As Natasha Brunstein and I explain elsewhere, although the Supreme Court referenced economic and political significance in the prelude to its legal analysis, when it actually determined whether the CPP triggered the doctrine, it did not rest on some amorphous assertion of economic and political significance.[xxiv] Nor did the Supreme Court march through a list of significance factors—like the amount of money involved, overall economic impact, number of persons affected, or degree of public attention.[xxv] The Supreme Court instead explained that “this is a major questions case” because “EPA ‘claim[ed] to discover in a long-extant statute an unheralded power’ representing a ‘transformative expansion in [its] regulatory authority.’”[xxvi] The rest of the Supreme Court’s legal analysis of the triggers for the doctrine then tracked these two considerations, examining (1) whether the CPP was “unheralded,” i.e., “unprecedented,” and (2) whether it represented a “transformative” change in EPA’s authority.[xxvii]

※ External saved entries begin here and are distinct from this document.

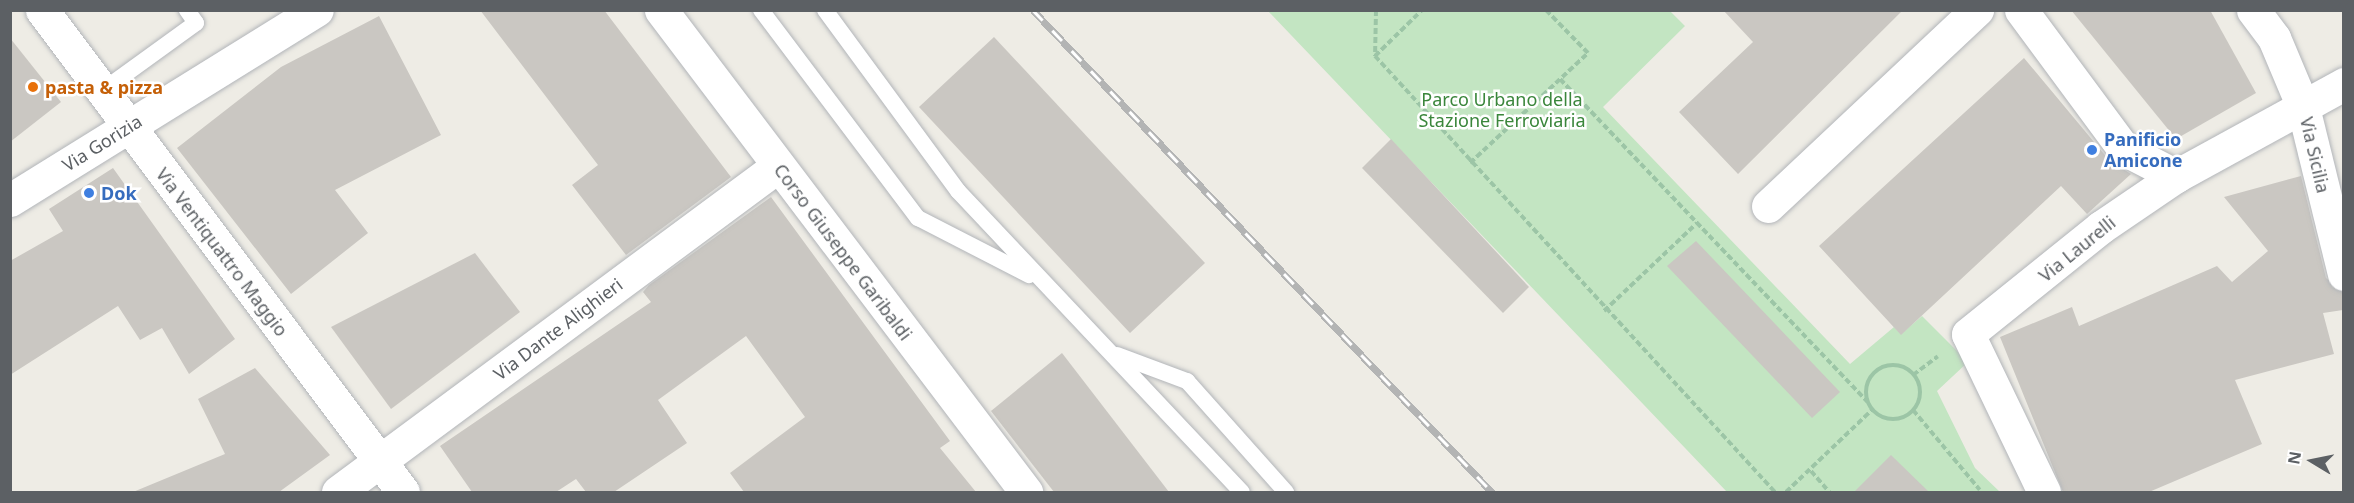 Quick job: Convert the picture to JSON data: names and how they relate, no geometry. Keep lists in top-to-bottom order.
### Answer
{
  "streets": {
    "street": [
      "Via Gorizia",
      "Via Sicilia",
      "Via Laurelli",
      "Via Ventiquattro Maggio",
      "Corso Giuseppe Garibaldi",
      "Via Dante Alighieri"
    ]
  },
  "crossings": [
    ["Via Gorizia", "Via Ventiquattro Maggio"],
    ["Via Sicilia", "Via Laurelli"],
    ["Via Ventiquattro Maggio", "Via Dante Alighieri"],
    ["Corso Giuseppe Garibaldi", "Via Dante Alighieri"]
  ],
  "parks": ["Parco Urbano della Stazione Ferroviaria"],
  "places": ["pasta & pizza", "Panificio Amicone", "Dok"],
  "north": "left"
}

That the Supreme Court did not march through a multi-factor list of indicators of economic and political significance is, for lack of a better word, significant. Several parties used a multi-factor test of economic and political significance in their briefs.[xxviii] The Supreme Court did not. And there are good reasons for that seemingly deliberate choice. Any test that relies on malleable indicators of significance amounts to little more than you “know it when you see it.”[xxix] Such a test would also call for a political judgment rather than a judicial one.[xxx] And far from cabining the doctrine to extraordinary cases, a test turning on things like the amount of money involved or number of persons affected would sweep in hundreds of agency actions a year (if not more).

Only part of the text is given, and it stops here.